WHAT NEEDS TO BE DONE —
Print exactly the lines that run from the first line of the material to the line containing "Map reading. What", both ends included, and skip the pictures.

EXTRACTED INFORMATION —
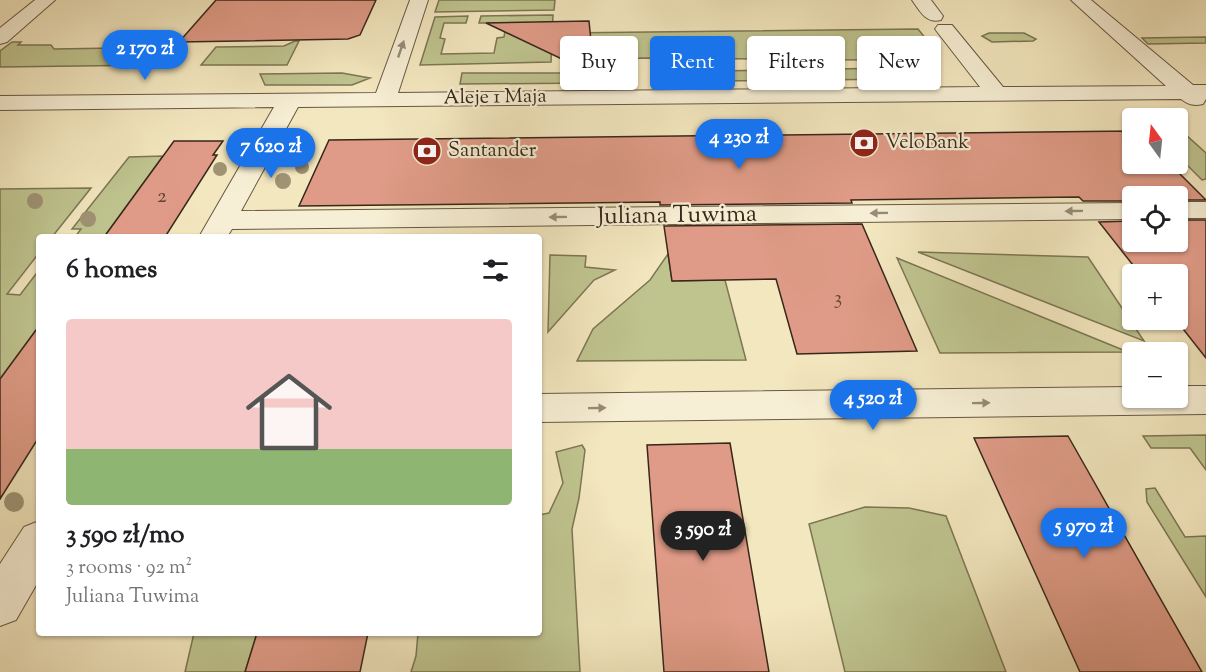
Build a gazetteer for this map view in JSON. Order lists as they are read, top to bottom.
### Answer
{
  "streets": {
    "street": ["Aleje 1 Maja", "Juliana Tuwima"]
  },
  "places": {
    "bank": ["VeloBank", "Santander"]
  },
  "house_numbers": ["2", "3"],
  "north": "top",
  "page": {
    "price": [
      "2 170 zł",
      "4 230 zł",
      "7 620 zł",
      "4 520 zł",
      "5 970 zł",
      "3 590 zł"
    ],
    "chip": [
      "Buy",
      "Rent",
      "Filters",
      "New"
    ],
    "map_buttons": ["+", "−"],
    "heading": "6 homes",
    "list": [
      {
        "name": "3 590 zł/mo",
        "note": "3 rooms · 92 m² · Juliana Tuwima"
      }
    ]
  }
}
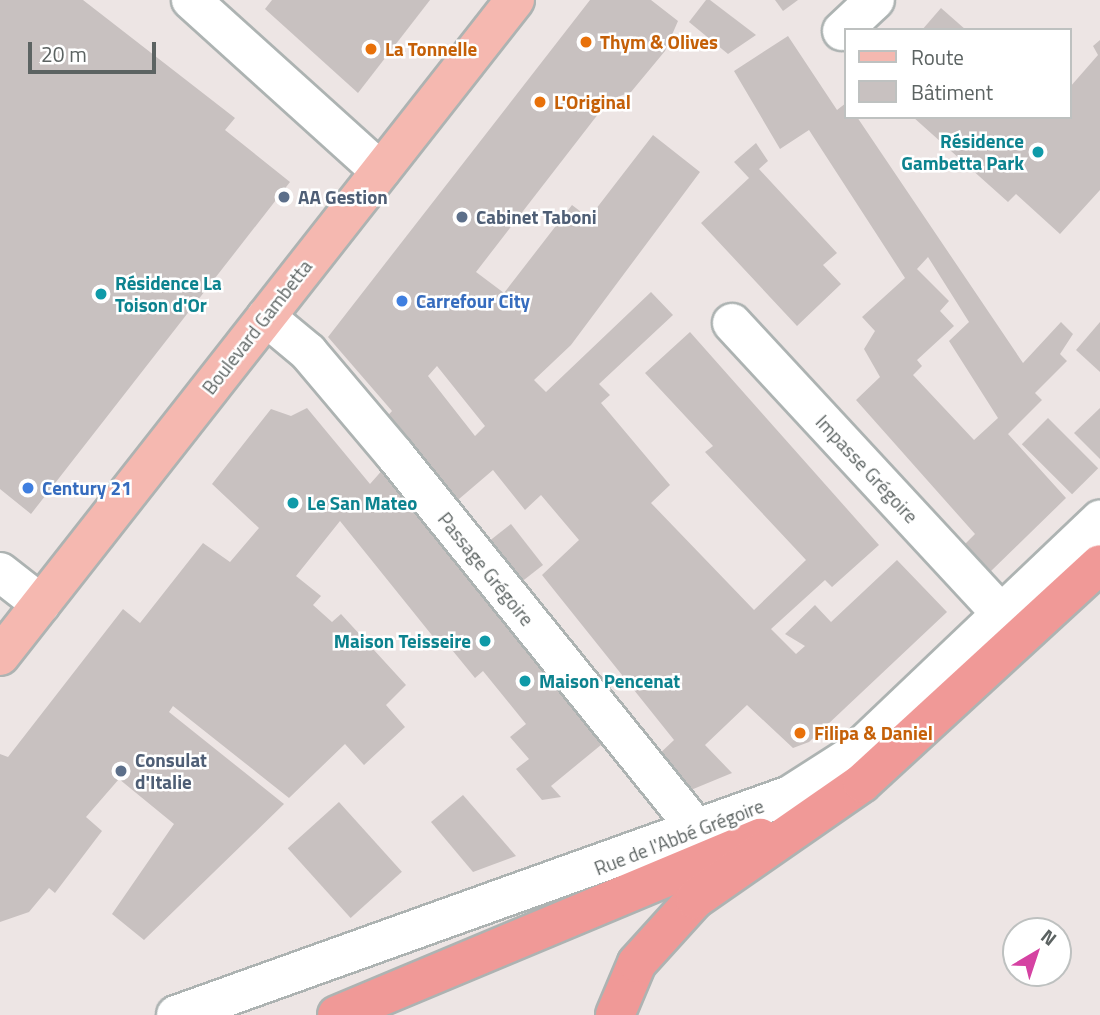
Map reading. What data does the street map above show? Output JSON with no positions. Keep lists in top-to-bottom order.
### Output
{
  "streets": {
    "main road": ["Boulevard Gambetta"],
    "street": ["Impasse Grégoire", "Passage Grégoire", "Rue de l'Abbé Grégoire"]
  },
  "crossings": [
    ["Boulevard Gambetta", "Passage Grégoire"],
    ["Impasse Grégoire", "Rue de l'Abbé Grégoire"],
    ["Passage Grégoire", "Rue de l'Abbé Grégoire"]
  ],
  "places": [
    "Thym & Olives",
    "La Tonnelle",
    "L'Original",
    "Résidence Gambetta Park",
    "AA Gestion",
    "Cabinet Taboni",
    "Résidence La Toison d'Or",
    "Carrefour City",
    "Century 21",
    "Le San Mateo",
    "Maison Teisseire",
    "Maison Pencenat",
    "Filipa & Daniel",
    "Consulat d'Italie"
  ],
  "legend": ["Route", "Bâtiment"],
  "scale_bar": "20 m",
  "north": "top right"
}
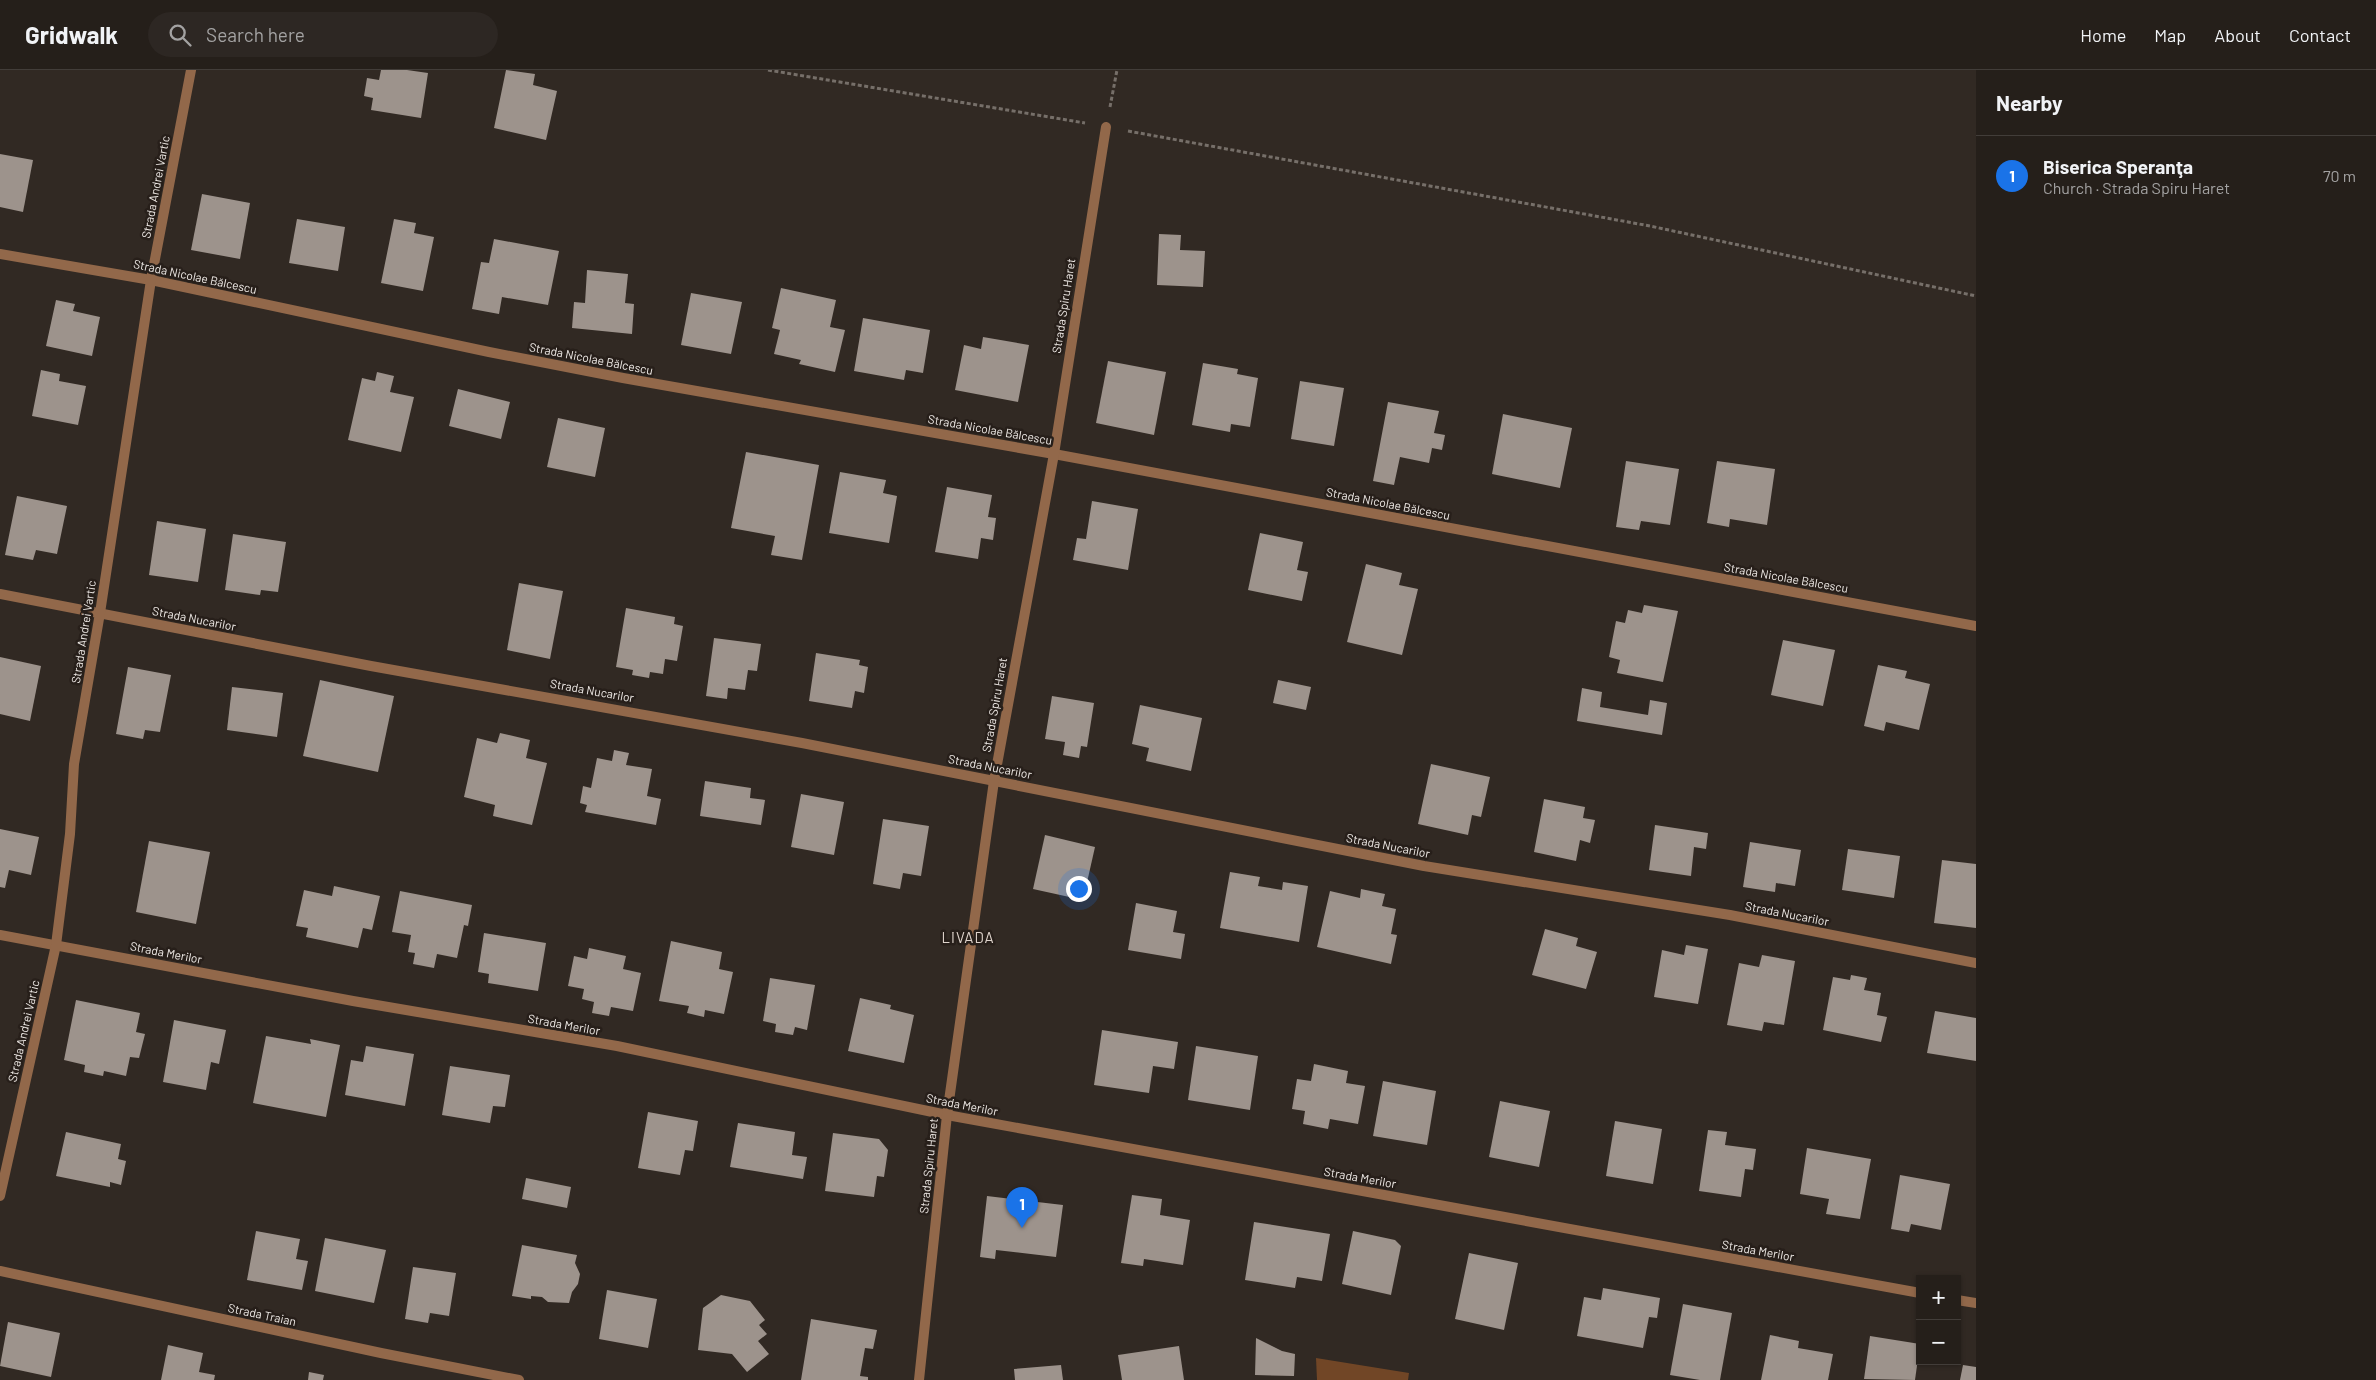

SOLUTION —
Build a gazetteer for this map view in JSON. Order lists as they are read, top to bottom.
### Answer
{
  "streets": {
    "street": ["Aleje 1 Maja", "Juliana Tuwima"]
  },
  "places": {
    "bank": ["VeloBank", "Santander"]
  },
  "house_numbers": ["2", "3"],
  "north": "top",
  "page": {
    "price": [
      "2 170 zł",
      "4 230 zł",
      "7 620 zł",
      "4 520 zł",
      "5 970 zł",
      "3 590 zł"
    ],
    "chip": [
      "Buy",
      "Rent",
      "Filters",
      "New"
    ],
    "map_buttons": ["+", "−"],
    "heading": "6 homes",
    "list": [
      {
        "name": "3 590 zł/mo",
        "note": "3 rooms · 92 m² · Juliana Tuwima"
      }
    ]
  }
}
Map reading. What data does the street map above show? Output JSON with no positions. Keep lists in top-to-bottom order.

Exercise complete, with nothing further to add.